= Beginning of Section =

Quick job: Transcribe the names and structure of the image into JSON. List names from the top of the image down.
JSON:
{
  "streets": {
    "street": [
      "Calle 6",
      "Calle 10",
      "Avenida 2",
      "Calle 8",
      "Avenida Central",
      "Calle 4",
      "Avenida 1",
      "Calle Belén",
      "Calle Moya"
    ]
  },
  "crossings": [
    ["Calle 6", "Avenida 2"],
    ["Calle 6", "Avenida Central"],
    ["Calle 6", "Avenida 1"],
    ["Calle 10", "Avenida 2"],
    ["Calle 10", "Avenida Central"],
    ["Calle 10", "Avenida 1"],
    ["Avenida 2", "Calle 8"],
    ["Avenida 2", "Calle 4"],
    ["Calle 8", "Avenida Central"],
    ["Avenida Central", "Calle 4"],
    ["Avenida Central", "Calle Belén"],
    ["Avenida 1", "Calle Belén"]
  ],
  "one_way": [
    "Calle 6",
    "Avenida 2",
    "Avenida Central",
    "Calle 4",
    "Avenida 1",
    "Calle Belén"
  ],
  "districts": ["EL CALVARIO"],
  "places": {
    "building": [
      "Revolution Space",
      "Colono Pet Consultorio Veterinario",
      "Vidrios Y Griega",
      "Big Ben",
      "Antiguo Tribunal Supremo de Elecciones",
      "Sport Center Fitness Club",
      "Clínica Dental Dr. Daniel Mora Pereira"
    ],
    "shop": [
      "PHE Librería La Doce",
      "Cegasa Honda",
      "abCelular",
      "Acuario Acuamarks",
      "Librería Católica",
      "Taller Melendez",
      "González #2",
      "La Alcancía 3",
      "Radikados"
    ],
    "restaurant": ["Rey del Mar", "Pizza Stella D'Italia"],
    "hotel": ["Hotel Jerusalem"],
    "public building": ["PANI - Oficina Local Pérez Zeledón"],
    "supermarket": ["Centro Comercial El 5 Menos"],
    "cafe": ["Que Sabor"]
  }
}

= End of Section =

[AIM OF THE TASK] Every line of the listing is to be returned unchanged.

[SOLUTION FOR THIS EXERCISE]
Quick job: Transcribe the names and structure of the image into JSON. List names from the top of the image down.
JSON:
{
  "streets": {
    "street": [
      "Calle 6",
      "Calle 10",
      "Avenida 2",
      "Calle 8",
      "Avenida Central",
      "Calle 4",
      "Avenida 1",
      "Calle Belén",
      "Calle Moya"
    ]
  },
  "crossings": [
    ["Calle 6", "Avenida 2"],
    ["Calle 6", "Avenida Central"],
    ["Calle 6", "Avenida 1"],
    ["Calle 10", "Avenida 2"],
    ["Calle 10", "Avenida Central"],
    ["Calle 10", "Avenida 1"],
    ["Avenida 2", "Calle 8"],
    ["Avenida 2", "Calle 4"],
    ["Calle 8", "Avenida Central"],
    ["Avenida Central", "Calle 4"],
    ["Avenida Central", "Calle Belén"],
    ["Avenida 1", "Calle Belén"]
  ],
  "one_way": [
    "Calle 6",
    "Avenida 2",
    "Avenida Central",
    "Calle 4",
    "Avenida 1",
    "Calle Belén"
  ],
  "districts": ["EL CALVARIO"],
  "places": {
    "building": [
      "Revolution Space",
      "Colono Pet Consultorio Veterinario",
      "Vidrios Y Griega",
      "Big Ben",
      "Antiguo Tribunal Supremo de Elecciones",
      "Sport Center Fitness Club",
      "Clínica Dental Dr. Daniel Mora Pereira"
    ],
    "shop": [
      "PHE Librería La Doce",
      "Cegasa Honda",
      "abCelular",
      "Acuario Acuamarks",
      "Librería Católica",
      "Taller Melendez",
      "González #2",
      "La Alcancía 3",
      "Radikados"
    ],
    "restaurant": ["Rey del Mar", "Pizza Stella D'Italia"],
    "hotel": ["Hotel Jerusalem"],
    "public building": ["PANI - Oficina Local Pérez Zeledón"],
    "supermarket": ["Centro Comercial El 5 Menos"],
    "cafe": ["Que Sabor"]
  }
}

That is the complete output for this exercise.